Looking into an advisor’s revenue stream goes a long way in evaluating their credibility, said Phillips. “Do they have outside business activities, do they have tax issues, and do they have referrals…the whole gamut,” she said.

Hamilton agrees. “You need to know what outside business activities they are engaged in and if they will take them offside if they are contracted with an MGA.”

The next step, said Hamilton, is getting to the bottom of their professional conduct and personal financial dealings. “From the risk perspective, you need to get down and understand what their conduct has been.
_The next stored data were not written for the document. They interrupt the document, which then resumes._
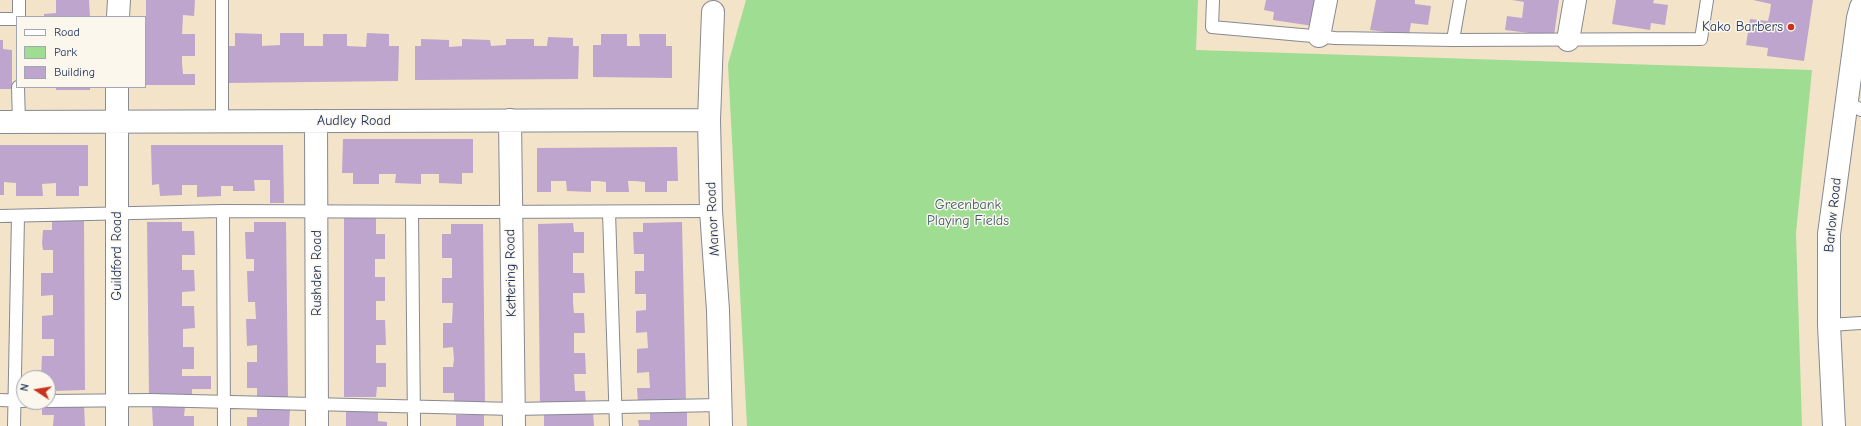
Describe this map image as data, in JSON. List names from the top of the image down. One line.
{"streets":{"street":["Audley Road","Barlow Road","Manor Road","Guildford Road","Rushden Road","Kettering Road"]},"crossings":[["Audley Road","Manor Road"],["Audley Road","Guildford Road"],["Audley Road","Rushden Road"],["Audley Road","Kettering Road"]],"parks":["Greenbank Playing Fields"],"places":["Kako Barbers"],"legend":["Road","Park","Building"],"north":"left"}
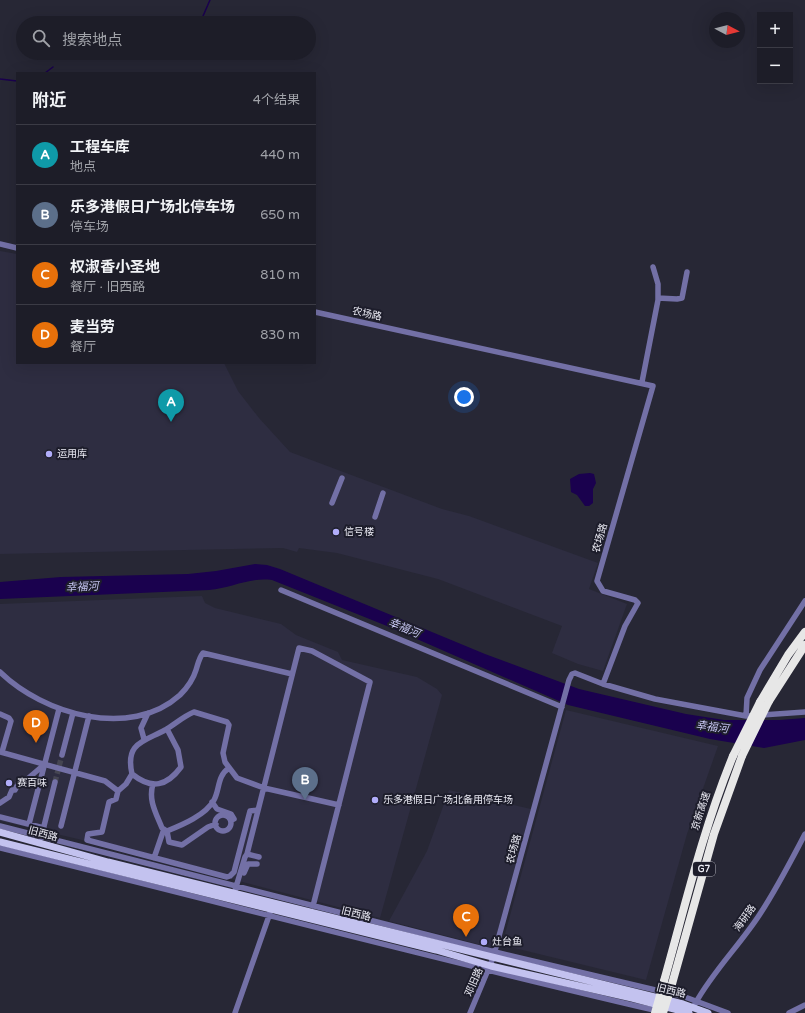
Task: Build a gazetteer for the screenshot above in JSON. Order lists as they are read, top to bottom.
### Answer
{
  "streets": {
    "highway": ["京新高速", "G7"],
    "main road": ["旧西路"],
    "street": ["农场路", "海研路", "邓旧路"]
  },
  "crossings": [
    ["农场路", "旧西路"],
    ["农场路", "邓旧路"],
    ["旧西路", "海研路"],
    ["旧西路", "邓旧路"]
  ],
  "water": ["幸福河"],
  "places": [
    "运用库",
    "信号楼",
    "赛百味",
    "乐多港假日广场北备用停车场",
    "灶台鱼"
  ],
  "north": "right",
  "page": {
    "map_buttons": ["+", "−"],
    "search": "搜索地点",
    "heading": ["附近", "4个结果"],
    "list": [
      {
        "mark": "A",
        "name": "工程车库",
        "note": "地点",
        "value": "440 m"
      },
      {
        "mark": "B",
        "name": "乐多港假日广场北停车场",
        "note": "停车场",
        "value": "650 m"
      },
      {
        "mark": "C",
        "name": "权淑香小圣地",
        "note": "餐厅 · 旧西路",
        "value": "810 m"
      },
      {
        "mark": "D",
        "name": "麦当劳",
        "note": "餐厅",
        "value": "830 m"
      }
    ],
    "pins": [
      "A",
      "D",
      "B",
      "C"
    ]
  }
}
Especially drilling down into the areas that are the most risk for the firm,” said Hamilton.

She added the MFDA has issued clear guidelines on personal financial dealings and on leverage; areas on which insurance reps are often caught offside. “Sometimes it’s innocent, sometimes not,” said Hamilton.

A close inspection of client complaints and regulatory issues is critical to the due diligence process, said Hamilton, “because often problems in the past are a good window onto their conduct in the future.” These types of patterns, she said, would be repeated and that raises the risk profile of bringing that person on.

“Any of the unresolved client complaints (are) going to come to the firm with the advisor,” said Hamilton.

She said it is also imperative to go deep into the quality of the documentation the advisor has on file. “If they have files that have absolutely nothing in them, (then) that is exactly what you are going to have when you’re trying to respond to the regulators and (in the case of) a civil action,” said Hamilton stressing that the quality of an advisor’s file directly equates with the quality of the advisor themselves.

Running a media search — a common practice adopted for recruitment purposes — can sometimes uncover a few surprises, said Phillips. “Go on a website, search their names, their trade name. Type in their phone number and see what comes up under that number,” she suggested.

Bankruptcies and garnishments are other things Hamilton looks at very closely. “We get into details of the reason behind them and make a determination from a risk perspective,” she said. If it’s just irresponsible behaviours on their part, then this is a significant risk to the firm, said Hamilton. “If they are having difficulty managing their own money, it becomes very difficult to handle others’.”

Hamilton insisted that a firm’s risk management exercise does not end with the recruitment process.

“Once the new rep comes into your firm, you’ve got to make sure they think like you, they understand your policies, and they have your philosophy.”

Hamilton said not to rely on the training advisors received at their previous job. “You don’t know what kind of training they have got at a previous firm. You have to make sure you train them in policies and risk management.”

She said there is no room for “I didn’t know”. “The phrase ‘ought to have known’ is often a straight line to regulatory and civil actions.”